Some time later a solution to the 3.0 problem is found and you wish to upgrade 
the port to 3.0 with a patch to fix the problem. To do this, you leave epoch at 
1 (as you will forever unless at some time in the future you again wish to make 
the version decrease), set version to 3.0 again, set revision to 1 this time 
(since revision 0 of 3.0 was bad), new archives will be built, users will 
upgrade, etc.


>>> just have portindex increment the revision for the ports that request to be 
>>> rebuilt when a new version of something is added,
>> 
>> How? The PortIndex file is generated by extracting certain information from 
>> each port.

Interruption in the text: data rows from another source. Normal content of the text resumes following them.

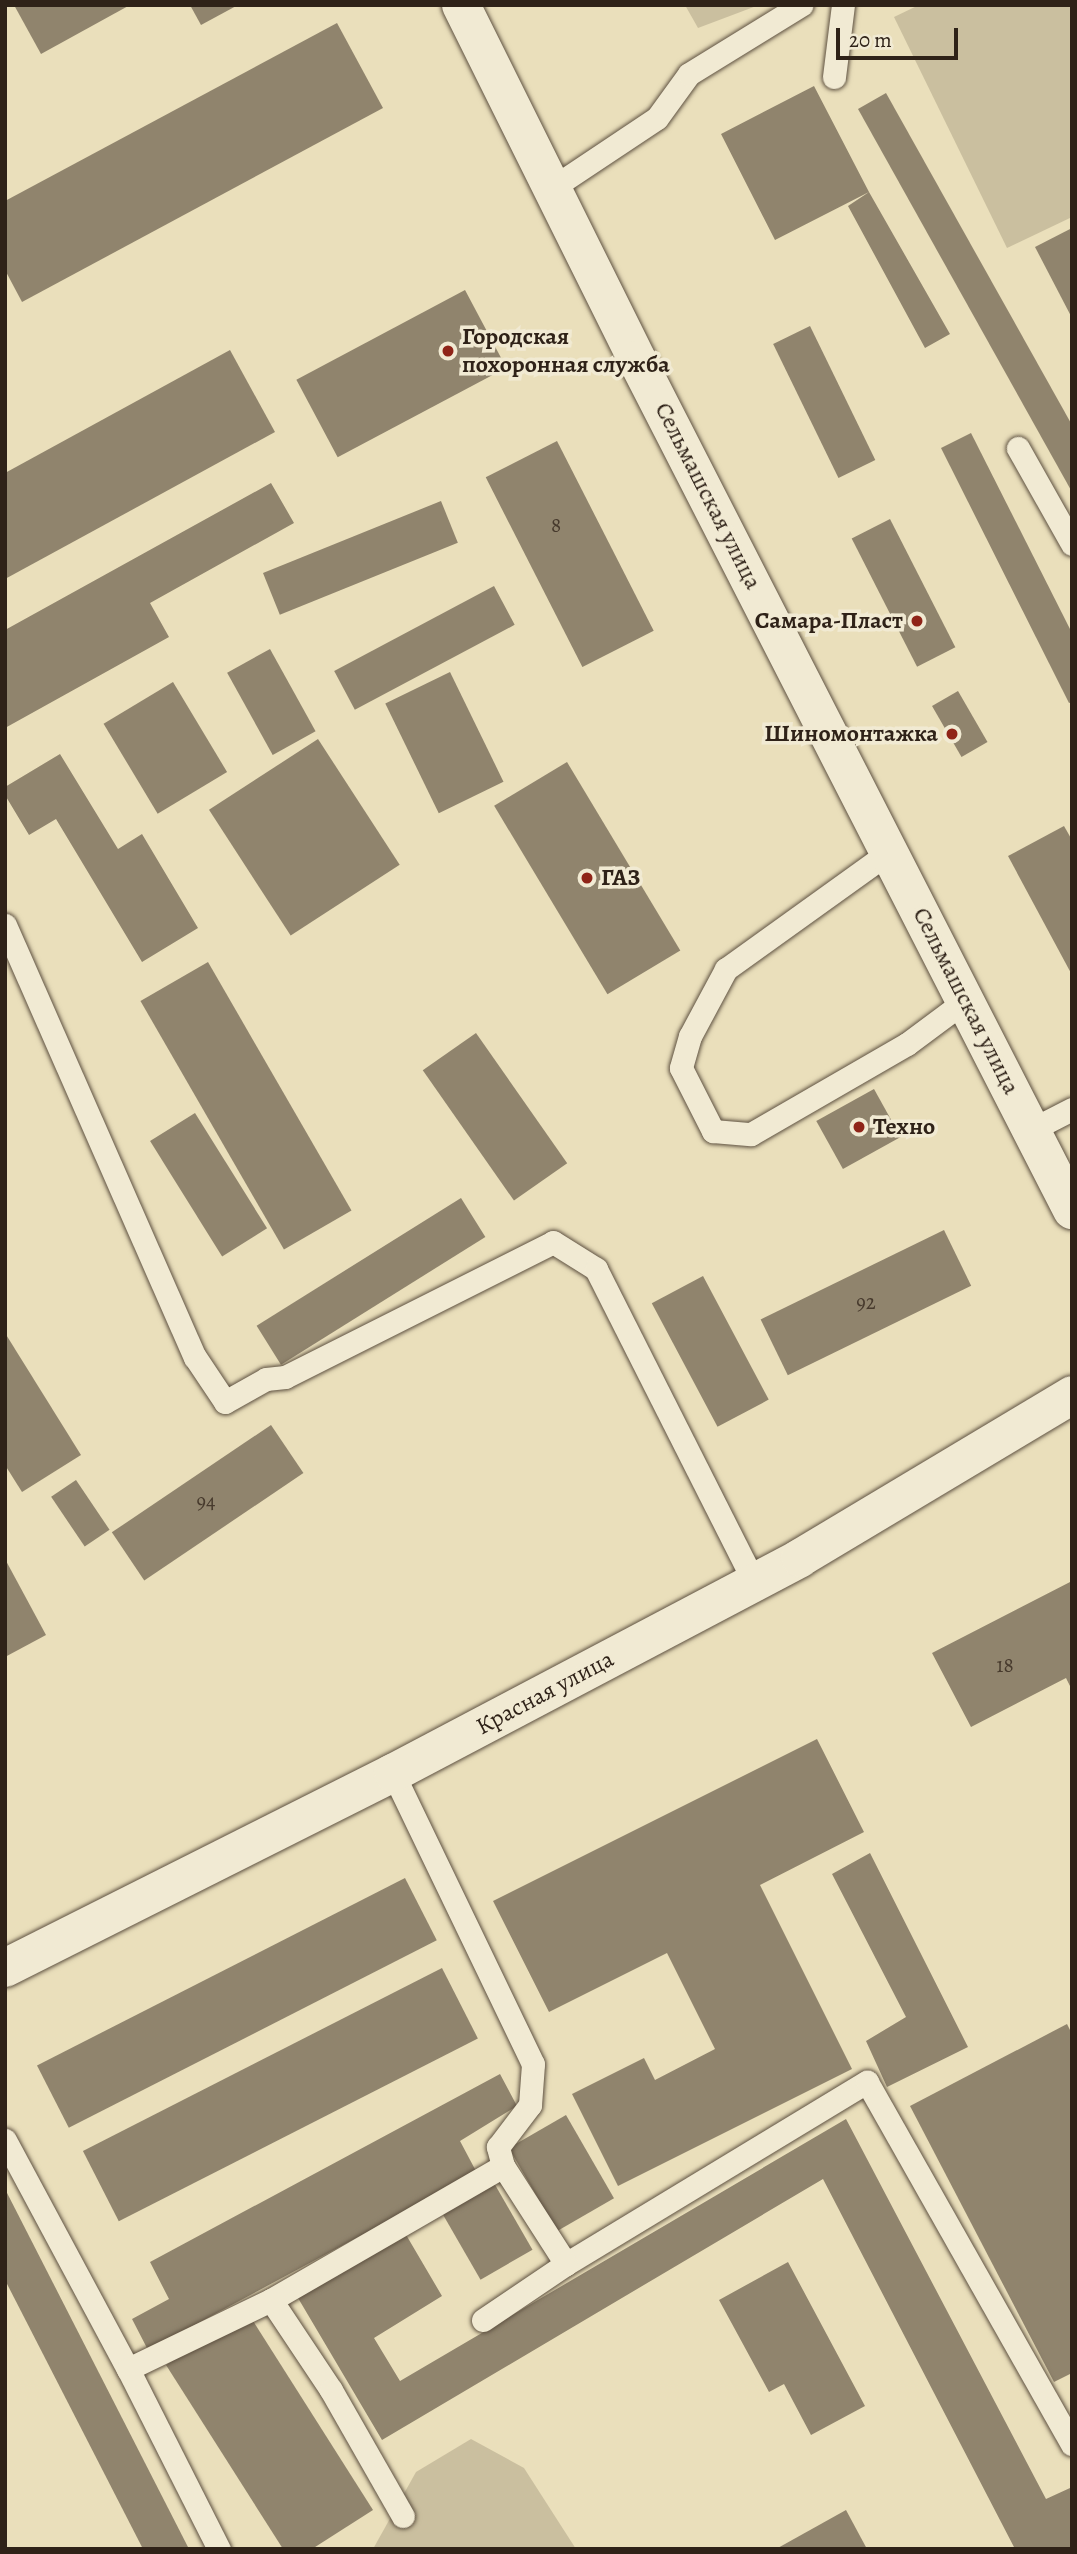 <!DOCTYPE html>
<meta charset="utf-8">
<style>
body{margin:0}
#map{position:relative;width:1077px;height:2554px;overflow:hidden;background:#eadfbb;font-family:Alegreya,serif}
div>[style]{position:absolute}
.green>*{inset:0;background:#cabf9f}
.building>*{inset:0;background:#90846d;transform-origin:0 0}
.roads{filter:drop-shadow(0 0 2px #5e5141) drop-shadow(0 0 2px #5e5141)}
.service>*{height:23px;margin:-11.5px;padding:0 11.5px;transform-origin:11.5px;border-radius:11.5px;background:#f1ead3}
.minor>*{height:38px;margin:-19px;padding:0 19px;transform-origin:19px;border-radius:19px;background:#f1ead3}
.secondary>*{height:38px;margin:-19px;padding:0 19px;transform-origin:19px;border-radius:19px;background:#f1ead3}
.dots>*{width:19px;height:19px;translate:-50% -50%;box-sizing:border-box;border:4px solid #f1ead3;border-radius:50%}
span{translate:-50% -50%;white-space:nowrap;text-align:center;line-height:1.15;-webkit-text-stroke:7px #f1ead3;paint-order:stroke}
.number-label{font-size:21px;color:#473a2d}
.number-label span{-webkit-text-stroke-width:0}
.poi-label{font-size:24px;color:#2f2218;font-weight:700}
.left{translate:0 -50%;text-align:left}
.right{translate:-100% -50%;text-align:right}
.street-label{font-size:24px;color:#2f2218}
.frame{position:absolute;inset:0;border:7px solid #2f2218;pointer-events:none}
.scale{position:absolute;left:836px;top:28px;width:122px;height:32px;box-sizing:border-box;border:4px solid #2f2218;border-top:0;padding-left:9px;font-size:21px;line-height:24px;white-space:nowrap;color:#2f2218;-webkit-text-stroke:5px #f1ead3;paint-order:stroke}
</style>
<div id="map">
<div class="green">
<div style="clip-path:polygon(685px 5px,759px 5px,698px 28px)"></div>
<div style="clip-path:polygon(919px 5px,1072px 5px,1072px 217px,1007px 248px,894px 17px)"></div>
<div style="clip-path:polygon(471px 2439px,524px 2468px,576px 2549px,373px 2549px,416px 2472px)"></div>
</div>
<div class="building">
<div style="clip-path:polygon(14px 5px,130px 5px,41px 54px)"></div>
<div style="clip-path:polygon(190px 5px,238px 5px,201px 25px)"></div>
<div style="clip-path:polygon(337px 23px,383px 108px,22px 302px,5px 270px,5px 201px)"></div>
<div style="clip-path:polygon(814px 86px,869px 192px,950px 334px,925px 348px,848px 206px,869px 192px,775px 240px,721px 134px)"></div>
<div style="clip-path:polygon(886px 93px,1072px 425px,1072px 492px,858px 109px)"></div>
<div style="clip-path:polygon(1072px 228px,1072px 318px,1035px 247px)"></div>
<div style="left:465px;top:290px;width:88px;height:191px;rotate:62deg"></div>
<div style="left:810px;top:326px;width:149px;height:41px;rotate:64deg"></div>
<div style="clip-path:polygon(230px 350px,275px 432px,5px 579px,5px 473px)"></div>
<div style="clip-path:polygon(971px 433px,1072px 633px,1072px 702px,1069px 703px,941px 448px)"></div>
<div style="left:557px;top:441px;width:213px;height:80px;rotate:63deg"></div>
<div style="clip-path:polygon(271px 483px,294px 523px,150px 603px,169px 637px,5px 728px,5px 630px)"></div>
<div style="left:441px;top:501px;width:45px;height:192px;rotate:68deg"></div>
<div style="left:890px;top:519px;width:144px;height:43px;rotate:63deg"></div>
<div style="left:494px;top:586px;width:44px;height:181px;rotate:62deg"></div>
<div style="left:270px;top:649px;width:94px;height:49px;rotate:61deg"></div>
<div style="left:450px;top:672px;width:122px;height:72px;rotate:64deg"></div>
<div style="left:173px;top:682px;width:105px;height:81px;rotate:59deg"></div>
<div style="left:958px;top:691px;width:59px;height:30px;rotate:60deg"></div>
<div style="left:318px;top:739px;width:150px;height:130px;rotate:57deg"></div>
<div style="clip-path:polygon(60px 754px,118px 849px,142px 834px,198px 928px,142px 962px,56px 819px,29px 835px,5px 795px,5px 787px)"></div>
<div style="left:567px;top:762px;width:220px;height:85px;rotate:59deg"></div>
<div style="clip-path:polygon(1064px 826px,1072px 840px,1072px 975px,1008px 856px)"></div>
<div style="left:208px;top:962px;width:287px;height:78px;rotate:60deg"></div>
<div style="left:476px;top:1033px;width:159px;height:65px;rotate:55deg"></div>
<div style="left:874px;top:1089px;width:55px;height:66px;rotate:61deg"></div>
<div style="left:195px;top:1113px;width:136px;height:53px;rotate:58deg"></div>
<div style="left:461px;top:1198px;width:46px;height:241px;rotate:58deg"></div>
<div style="left:944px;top:1230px;width:62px;height:204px;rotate:64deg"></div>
<div style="left:703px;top:1276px;width:140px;height:58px;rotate:62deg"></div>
<div style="clip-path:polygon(5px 1333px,81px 1455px,22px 1492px,5px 1465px)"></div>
<div style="left:271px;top:1425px;width:58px;height:192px;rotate:56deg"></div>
<div style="left:76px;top:1480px;width:60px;height:30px;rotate:56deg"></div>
<div style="clip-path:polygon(5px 1559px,46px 1635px,5px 1657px)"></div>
<div style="clip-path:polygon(1072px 1581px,1072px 1690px,1066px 1678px,971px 1727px,932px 1653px)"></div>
<div style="clip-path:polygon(817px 1739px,864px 1832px,760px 1885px,852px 2069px,618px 2186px,572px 2094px,644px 2058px,655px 2080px,715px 2049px,667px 1953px,549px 2012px,493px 1901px)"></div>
<div style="clip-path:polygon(870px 1853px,968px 2047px,887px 2087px,866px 2041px,906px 2017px,832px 1874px)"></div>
<div style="left:405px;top:1878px;width:70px;height:413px;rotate:63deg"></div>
<div style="left:442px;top:1968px;width:79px;height:403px;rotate:63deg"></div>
<div style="clip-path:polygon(1067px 2024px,1072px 2034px,1072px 2373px,1054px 2382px,910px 2106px)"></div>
<div style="clip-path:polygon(500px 2074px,517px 2106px,460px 2141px,477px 2173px,148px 2350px,132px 2319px,169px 2299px,150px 2262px)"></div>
<div style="left:566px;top:2115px;width:96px;height:66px;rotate:60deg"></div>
<div style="clip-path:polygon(846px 2119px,1046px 2499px,1070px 2488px,1072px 2549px,1015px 2549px,823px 2179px,382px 2440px,298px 2298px,405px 2233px,442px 2296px,374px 2338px,400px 2381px)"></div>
<div style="left:494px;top:2183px;width:77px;height:60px;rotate:60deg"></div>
<div style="clip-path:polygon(5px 2189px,189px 2549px,143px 2549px,5px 2280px)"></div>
<div style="clip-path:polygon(788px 2262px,865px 2406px,811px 2435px,784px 2384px,769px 2392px,719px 2300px)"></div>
<div style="clip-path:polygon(248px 2313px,373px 2510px,312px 2549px,283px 2549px,166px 2365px)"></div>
<div style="clip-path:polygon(846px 2510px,867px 2549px,776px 2549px)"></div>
</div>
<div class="roads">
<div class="service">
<div style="left:834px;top:77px;width:73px;rotate:-82.9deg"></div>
<div style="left:552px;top:188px;width:126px;rotate:-33.7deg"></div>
<div style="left:657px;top:118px;width:54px;rotate:-54deg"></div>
<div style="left:689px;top:74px;width:132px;rotate:-31.6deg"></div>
<div style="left:1018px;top:448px;width:110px;rotate:60.6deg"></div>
<div style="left:889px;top:852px;width:201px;rotate:144.3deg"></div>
<div style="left:726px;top:969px;width:76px;rotate:118.2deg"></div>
<div style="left:690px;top:1036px;width:33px;rotate:106deg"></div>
<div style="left:681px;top:1068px;width:71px;rotate:63.1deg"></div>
<div style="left:713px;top:1131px;width:38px;rotate:5deg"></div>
<div style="left:751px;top:1134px;width:180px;rotate:-30deg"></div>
<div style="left:907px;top:1044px;width:72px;rotate:-36.6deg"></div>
<div style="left:5px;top:925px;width:472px;rotate:66.3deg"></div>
<div style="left:195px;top:1357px;width:54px;rotate:56.3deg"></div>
<div style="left:225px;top:1402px;width:47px;rotate:-29.3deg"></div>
<div style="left:266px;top:1379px;width:19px;rotate:-6deg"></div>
<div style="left:285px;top:1377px;width:300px;rotate:-26.7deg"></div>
<div style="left:553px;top:1242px;width:51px;rotate:32.1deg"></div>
<div style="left:596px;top:1269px;width:351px;rotate:63.2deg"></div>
<div style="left:1031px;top:1130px;width:46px;rotate:-27.1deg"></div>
<div style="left:5px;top:2140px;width:260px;rotate:61.8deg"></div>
<div style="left:128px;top:2369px;width:202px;rotate:63.2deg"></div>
<div style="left:566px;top:2264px;width:352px;rotate:-31.2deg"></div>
<div style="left:867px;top:2082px;width:416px;rotate:60.5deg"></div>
<div style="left:271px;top:2300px;width:108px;rotate:56.3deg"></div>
<div style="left:331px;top:2390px;width:145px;rotate:60.3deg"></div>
<div style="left:483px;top:2320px;width:100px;rotate:-34deg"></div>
<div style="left:566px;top:2264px;width:117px;rotate:-122.7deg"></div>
<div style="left:128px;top:2369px;width:159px;rotate:-25.8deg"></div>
<div style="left:271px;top:2300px;width:268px;rotate:-30deg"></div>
<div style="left:503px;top:2166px;width:20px;rotate:-105deg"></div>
<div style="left:498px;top:2147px;width:53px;rotate:-52.7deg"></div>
<div style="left:530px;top:2105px;width:41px;rotate:-85.8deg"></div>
<div style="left:533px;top:2064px;width:323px;rotate:-115.7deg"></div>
</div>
<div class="minor">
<div style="left:5px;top:1968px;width:434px;rotate:-26.7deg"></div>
<div style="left:393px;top:1773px;width:460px;rotate:-27.8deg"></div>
<div style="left:800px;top:1558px;width:317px;rotate:-30.9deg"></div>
</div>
<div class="secondary">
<div style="left:461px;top:5px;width:396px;rotate:63.6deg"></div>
<div style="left:637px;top:360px;width:955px;rotate:62.9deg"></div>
</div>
</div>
<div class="dots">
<div style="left:448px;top:351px;background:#8f2418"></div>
<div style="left:917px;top:621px;background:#8f2418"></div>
<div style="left:952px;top:734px;background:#8f2418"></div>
<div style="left:587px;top:878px;background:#8f2418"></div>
<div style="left:859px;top:1127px;background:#8f2418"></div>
</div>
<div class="number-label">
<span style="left:556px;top:525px">8</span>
<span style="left:866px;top:1302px">92</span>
<span style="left:206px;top:1501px">94</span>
<span style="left:1005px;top:1665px">18</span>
</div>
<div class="poi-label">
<span class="left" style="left:462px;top:351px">Городская<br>похоронная служба</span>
<span class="right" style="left:903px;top:621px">Самара-Пласт</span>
<span class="right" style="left:938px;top:734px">Шиномонтажка</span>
<span class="left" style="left:601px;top:878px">ГАЗ</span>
<span class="left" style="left:873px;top:1127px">Техно</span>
</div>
<div class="street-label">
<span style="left:708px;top:496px;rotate:63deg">Сельмашская улица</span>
<span style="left:966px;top:1001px;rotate:63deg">Сельмашская улица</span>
<span style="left:545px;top:1693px;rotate:-28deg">Красная улица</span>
</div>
<div class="frame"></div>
<div class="scale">20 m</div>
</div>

Right now, an up-to-date PortIndex file contains the fact that 
>> privoxy-pki-bundle has epoch 0, version 3.0.33, revision 3, because that's 
>> what it said in the privoxy-pki-bundle Portfile when that PortIndex entry 
>> was written. Suppose tomorrow I update curl-ca-bundle to a new version. By 
>> what means is the portindex program supposed to know that now, it should 
>> record revision 4 in the PortIndex file entry for privoxy-pki-bundle? If you 
>> are suggesting that it should read the existing entry from the PortIndex 
>> file, increment revision, and write it back, that won't work because it is 
>> valid to delete the PortIndex file and regenerate it from scratch.
> 
> Because it's impossible to change how portindex works? It's impossible to 
> store any state other than state that's already stored? I'm purposely not 
> writing up a comprehensive design here - since I've not volunteered to 
> implement it and I don't think it's worthwhile to do an exhaustive feature 
> design if no one is doing an implementation. (and also, if someone else 
> decides to implement it, I don't want to constrain them since I haven't 
> really dug into the details).
> 
> I feel like the few times we've discussed this we talk past each other 
> because I'm operating on the assumption that whoever implements a new feature 
> isn't constrained in what parts of MacPorts they would modify while you 
> appear to be focused on what would break with the smallest possible 
> implementation (and by extension, why that feature isn't possible to 
> implement).
> 
> Fundamentally the current situation is that we have cases where this kind of 
> dependency exists. We deal with it now by adding a comment + having a human 
> do something. I'm just saying that software could be written to do the right 
> thing here and I would welcome the automation. Implementation would, of 
> course, take time and require consideration of all of the other pieces of 
> MacPorts (and infra) that it touches.

When I said "How?" I was trying to convey that I could not imagine a way to 
accomplish what you propose. And your answer is that you won't discuss it. So 
we remain at an impasse.

Your comment that we shouldn't bother designing a feature if nobody is 
implementing it seems exactly backwards to me. Obviously a design is needed 
first before anyone would consider implementing anything.